The data -

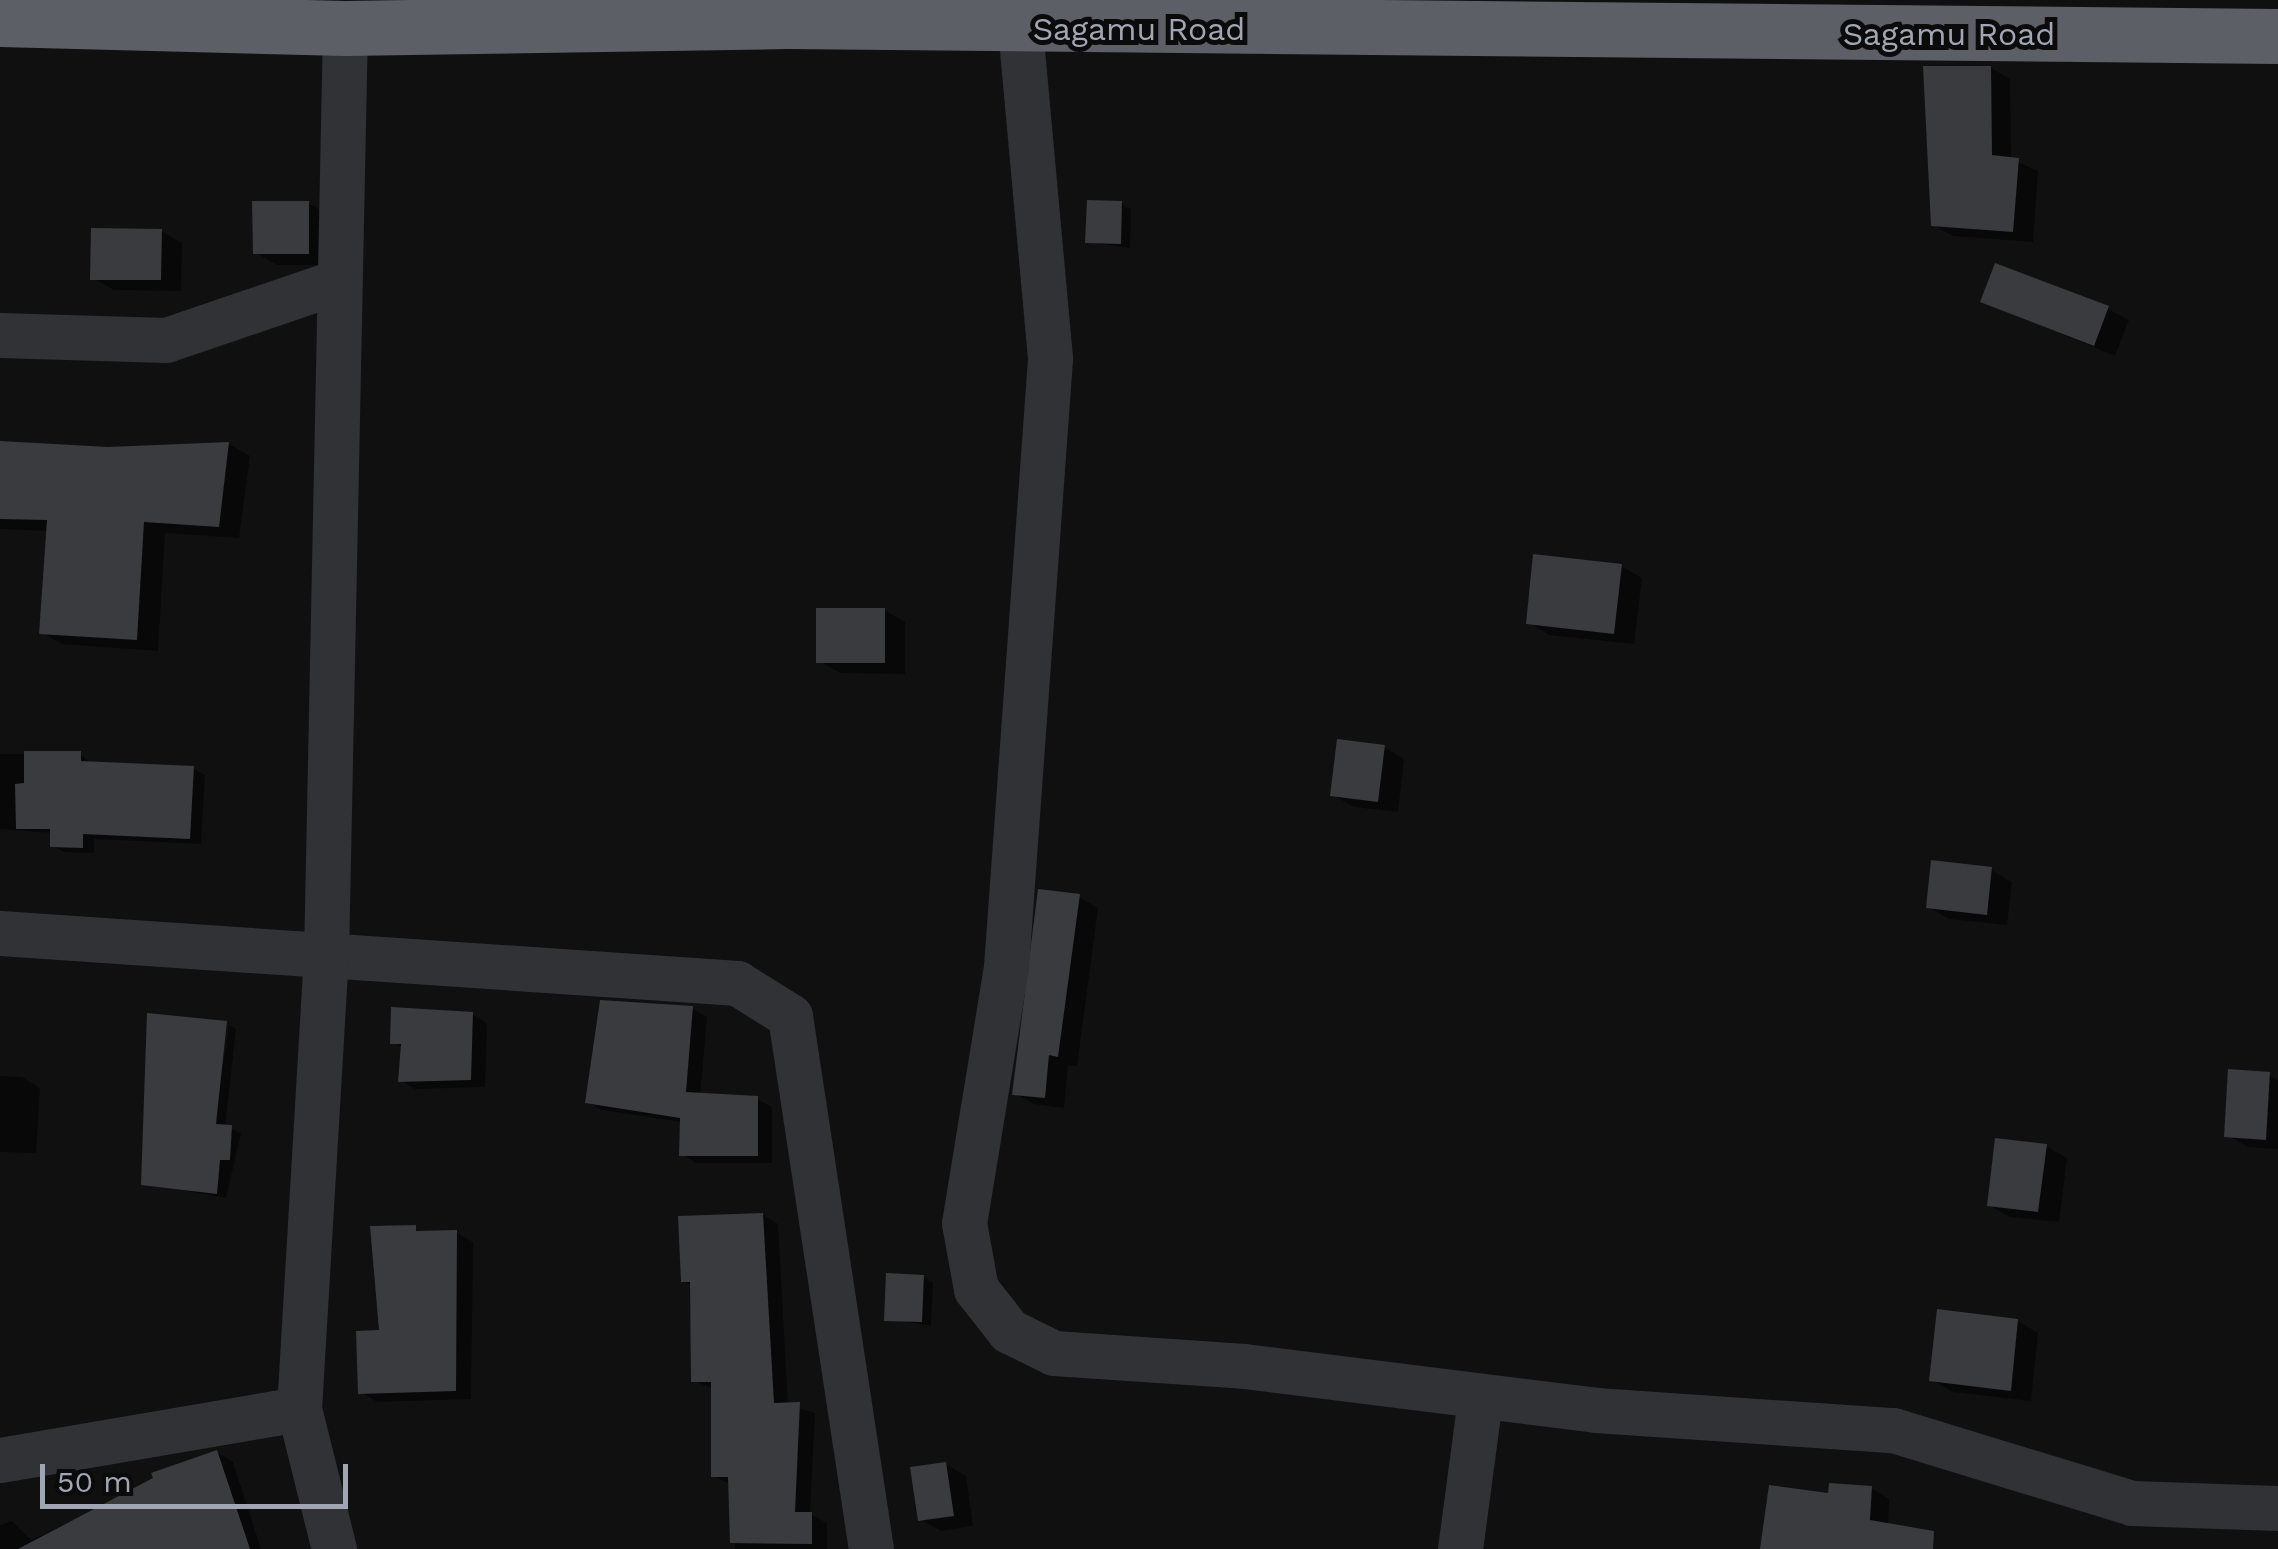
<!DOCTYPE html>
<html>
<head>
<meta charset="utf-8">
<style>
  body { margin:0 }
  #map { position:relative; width:2278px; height:1549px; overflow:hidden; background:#101011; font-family:"Work Sans",sans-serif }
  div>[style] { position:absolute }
  .shadow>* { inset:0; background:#0007 }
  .building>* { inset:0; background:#3a3b3f }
  .minor>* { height:45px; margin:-22.5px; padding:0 22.5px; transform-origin:22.5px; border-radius:22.5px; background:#313236 }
  .highway>* { height:55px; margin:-27.5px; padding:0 27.5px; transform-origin:27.5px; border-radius:27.5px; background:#5d5f67 }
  span { translate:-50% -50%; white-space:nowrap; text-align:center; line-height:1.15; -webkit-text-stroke:10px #0b0b0c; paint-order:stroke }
  .street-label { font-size:32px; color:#a0a6b3 }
  .scale { position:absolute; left:40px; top:1464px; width:308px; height:45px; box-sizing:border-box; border:5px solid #a0a6b3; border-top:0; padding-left:12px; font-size:30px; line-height:35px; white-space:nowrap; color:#a0a6b3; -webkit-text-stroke:8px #0b0b0c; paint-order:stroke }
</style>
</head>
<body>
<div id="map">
  <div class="shadow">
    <i style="clip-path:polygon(1991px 68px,2010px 79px,2011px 159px,2038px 171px,2033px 242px,1953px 236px,1933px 225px)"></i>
    <i style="clip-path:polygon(308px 203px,329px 215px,329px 265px,277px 265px,256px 253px)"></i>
    <i style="clip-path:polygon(1121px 204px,1131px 209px,1130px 248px,1088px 242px)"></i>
    <i style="clip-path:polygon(161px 231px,182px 243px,181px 291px,114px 290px,93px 278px)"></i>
    <i style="clip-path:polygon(1983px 301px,2108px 309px,2129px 320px,2115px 356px)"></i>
    <i style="clip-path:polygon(229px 444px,250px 456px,239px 538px,165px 533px,158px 651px,62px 644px,41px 632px,48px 531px,0 529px,0 487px)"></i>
    <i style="clip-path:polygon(1621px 566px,1642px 578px,1634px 644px,1549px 635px,1529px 623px)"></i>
    <i style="clip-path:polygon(884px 610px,905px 622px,905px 674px,840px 673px,819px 661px)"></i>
    <i style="clip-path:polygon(1384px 747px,1404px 759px,1398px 812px,1354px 807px,1333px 795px)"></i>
    <i style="clip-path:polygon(0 754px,80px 754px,92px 764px,193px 768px,205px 775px,201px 844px,94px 839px,94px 853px,64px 852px,52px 846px,53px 833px,0 829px)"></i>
    <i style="clip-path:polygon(1991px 870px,2012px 882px,2007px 925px,1949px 919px,1928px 907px)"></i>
    <i style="clip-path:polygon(1079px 897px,1098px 908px,1077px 1066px,1068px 1065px,1064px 1108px,1034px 1104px,1014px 1093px)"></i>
    <i style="clip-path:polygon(693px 1009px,707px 1017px,700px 1096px,757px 1099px,772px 1107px,772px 1163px,696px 1163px,682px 1154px,682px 1122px,602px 1110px,588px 1102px)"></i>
    <i style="clip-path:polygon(473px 1015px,487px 1023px,485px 1087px,415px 1089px,401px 1081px,403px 1048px,393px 1042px)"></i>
    <i style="clip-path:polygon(149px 1016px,227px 1024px,212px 1136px,229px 1025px,236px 1029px,225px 1127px,241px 1133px,226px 1198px,143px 1183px)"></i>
    <i style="clip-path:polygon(2269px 1075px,2278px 1080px,2278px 1149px,2248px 1147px,2227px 1135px)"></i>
    <i style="clip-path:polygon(0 1076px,22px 1077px,40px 1088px,36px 1153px,0 1152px)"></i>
    <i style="clip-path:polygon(2046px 1146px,2067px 1158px,2059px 1222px,2010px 1217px,1989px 1205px)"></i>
    <i style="clip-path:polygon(763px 1215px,778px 1224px,788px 1405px,815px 1413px,810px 1514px,827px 1523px,827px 1549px,735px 1549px,731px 1485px,713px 1475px,714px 1389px,693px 1381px,692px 1286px,684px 1281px)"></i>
    <i style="clip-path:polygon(373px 1228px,457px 1233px,473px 1242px,471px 1399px,377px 1402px,361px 1392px,382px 1332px)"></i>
    <i style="clip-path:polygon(923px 1277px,933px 1283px,931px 1326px,887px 1319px)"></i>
    <i style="clip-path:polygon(2018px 1321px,2038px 1333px,2031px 1401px,1953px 1392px,1932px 1380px)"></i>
    <i style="clip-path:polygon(217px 1452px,233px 1462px,261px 1549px,0 1549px,0 1525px,12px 1521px,31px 1540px)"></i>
    <i style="clip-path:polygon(945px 1464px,966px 1476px,973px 1526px,941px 1531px,920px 1519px)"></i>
    <i style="clip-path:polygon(1871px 1488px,1889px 1499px,1888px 1526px,1926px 1549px,1762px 1549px,1830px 1496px)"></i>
  </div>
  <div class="building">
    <i style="clip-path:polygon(1923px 66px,1991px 66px,1992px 155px,2019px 158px,2013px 232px,1931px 226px)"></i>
    <i style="clip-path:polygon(1087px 200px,1122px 201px,1121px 244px,1085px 243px)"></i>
    <i style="clip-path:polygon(252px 201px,309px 201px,309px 254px,253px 254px)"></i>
    <i style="clip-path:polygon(91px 228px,162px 229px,161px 280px,90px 280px)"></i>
    <i style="clip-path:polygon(1995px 263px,2109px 306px,2094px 346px,1980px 302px)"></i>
    <i style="clip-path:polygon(0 441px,108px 447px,229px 442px,219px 527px,144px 522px,137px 640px,39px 634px,47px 520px,0 519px)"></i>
    <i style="clip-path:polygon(1533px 554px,1622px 564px,1614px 634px,1526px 624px)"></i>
    <i style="clip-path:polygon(816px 608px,885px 608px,885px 663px,816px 663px)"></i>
    <i style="clip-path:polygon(1337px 739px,1385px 745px,1378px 802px,1330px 796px)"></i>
    <i style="clip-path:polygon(24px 751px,81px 751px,81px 761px,194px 766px,190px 839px,83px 834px,83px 848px,50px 847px,50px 829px,16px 829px,15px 784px,24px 783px)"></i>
    <i style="clip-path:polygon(1931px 860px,1992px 867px,1987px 915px,1926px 908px)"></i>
    <i style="clip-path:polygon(1038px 889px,1080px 894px,1058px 1057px,1049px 1055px,1045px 1098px,1012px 1095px)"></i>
    <i style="clip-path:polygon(600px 1000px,693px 1006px,686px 1092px,758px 1096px,758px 1156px,679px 1156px,680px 1118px,585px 1103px)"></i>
    <i style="clip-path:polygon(391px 1007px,473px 1012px,471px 1080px,398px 1082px,401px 1044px,390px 1044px)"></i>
    <i style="clip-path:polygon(147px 1013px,227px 1021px,216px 1124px,232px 1125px,230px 1160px,220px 1160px,217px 1194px,141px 1185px)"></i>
    <i style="clip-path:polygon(2228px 1069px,2270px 1072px,2266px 1140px,2224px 1137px)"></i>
    <i style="clip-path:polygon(1995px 1138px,2047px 1144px,2038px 1212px,1987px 1206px)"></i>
    <i style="clip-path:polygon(763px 1213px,774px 1403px,800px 1402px,795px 1512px,812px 1512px,812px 1544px,730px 1543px,728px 1477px,711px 1477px,711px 1382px,691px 1382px,690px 1282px,681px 1282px,678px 1216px)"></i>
    <i style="clip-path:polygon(416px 1225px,416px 1231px,457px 1230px,456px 1391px,358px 1394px,356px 1331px,379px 1330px,370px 1226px)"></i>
    <i style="clip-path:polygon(886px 1273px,924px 1275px,922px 1322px,884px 1321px)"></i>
    <i style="clip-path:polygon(1937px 1309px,2018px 1319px,2011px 1391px,1929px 1381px)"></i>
    <i style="clip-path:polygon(217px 1450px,250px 1549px,18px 1549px,153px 1478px,151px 1473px)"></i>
    <i style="clip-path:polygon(946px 1462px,954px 1516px,918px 1521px,910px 1467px)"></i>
    <i style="clip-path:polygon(1829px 1483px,1872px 1486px,1870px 1520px,1934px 1531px,1933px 1549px,1760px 1549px,1769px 1485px,1828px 1493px)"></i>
  </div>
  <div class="minor">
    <i style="left:1007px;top:0;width:31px;rotate:65deg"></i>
    <i style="left:1020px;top:28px;width:332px;rotate:84.8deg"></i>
    <i style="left:1050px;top:359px;width:610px;rotate:94.14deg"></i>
    <i style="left:1006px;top:967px;width:259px;rotate:99.3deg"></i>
    <i style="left:964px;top:1223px;width:67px;rotate:79.7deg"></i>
    <i style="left:976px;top:1289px;width:53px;rotate:51.8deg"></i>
    <i style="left:1009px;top:1331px;width:50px;rotate:26.1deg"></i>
    <i style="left:1054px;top:1353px;width:190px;rotate:3.9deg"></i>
    <i style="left:1244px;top:1366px;width:355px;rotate:7.1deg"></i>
    <i style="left:1596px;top:1410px;width:298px;rotate:3.9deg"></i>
    <i style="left:1893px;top:1430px;width:250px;rotate:17deg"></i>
    <i style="left:2132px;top:1503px;width:146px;rotate:2deg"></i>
    <i style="left:0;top:335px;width:166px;rotate:1.7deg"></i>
    <i style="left:166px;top:340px;width:183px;rotate:-18.8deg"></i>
    <i style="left:0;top:933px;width:739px;rotate:3.88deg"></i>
    <i style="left:737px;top:983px;width:62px;rotate:31.9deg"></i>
    <i style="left:790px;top:1016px;width:539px;rotate:81.36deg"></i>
    <i style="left:0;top:1460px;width:303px;rotate:-9.7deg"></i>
    <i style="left:334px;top:1549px;width:144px;rotate:-104deg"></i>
    <i style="left:299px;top:1409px;width:453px;rotate:-86.6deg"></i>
    <i style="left:326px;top:957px;width:929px;rotate:-88.83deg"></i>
    <i style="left:1460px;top:1549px;width:151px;rotate:-82.4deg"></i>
  </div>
  <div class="highway">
    <i style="left:0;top:19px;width:345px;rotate:1.5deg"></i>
    <i style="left:345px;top:28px;width:443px;rotate:-0.9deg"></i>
    <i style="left:788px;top:21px;width:1490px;rotate:0.58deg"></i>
  </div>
  <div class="street-label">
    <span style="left:1139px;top:29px">Sagamu Road</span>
    <span style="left:1949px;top:34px">Sagamu Road</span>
  </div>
  <div class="scale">50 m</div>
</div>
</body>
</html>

About this exercise - The reply should hold the lines from the top of the records through the line containing "position:relative; width:2278px; height:1549px;", reproduced exactly, and no pictures.

Response to the exercise -
<!DOCTYPE html>
<html>
<head>
<meta charset="utf-8">
<style>
  body { margin:0 }
  #map { position:relative; width:2278px; height:1549px; overflow:hidden; background:#101011; font-family:"Work Sans",sans-serif }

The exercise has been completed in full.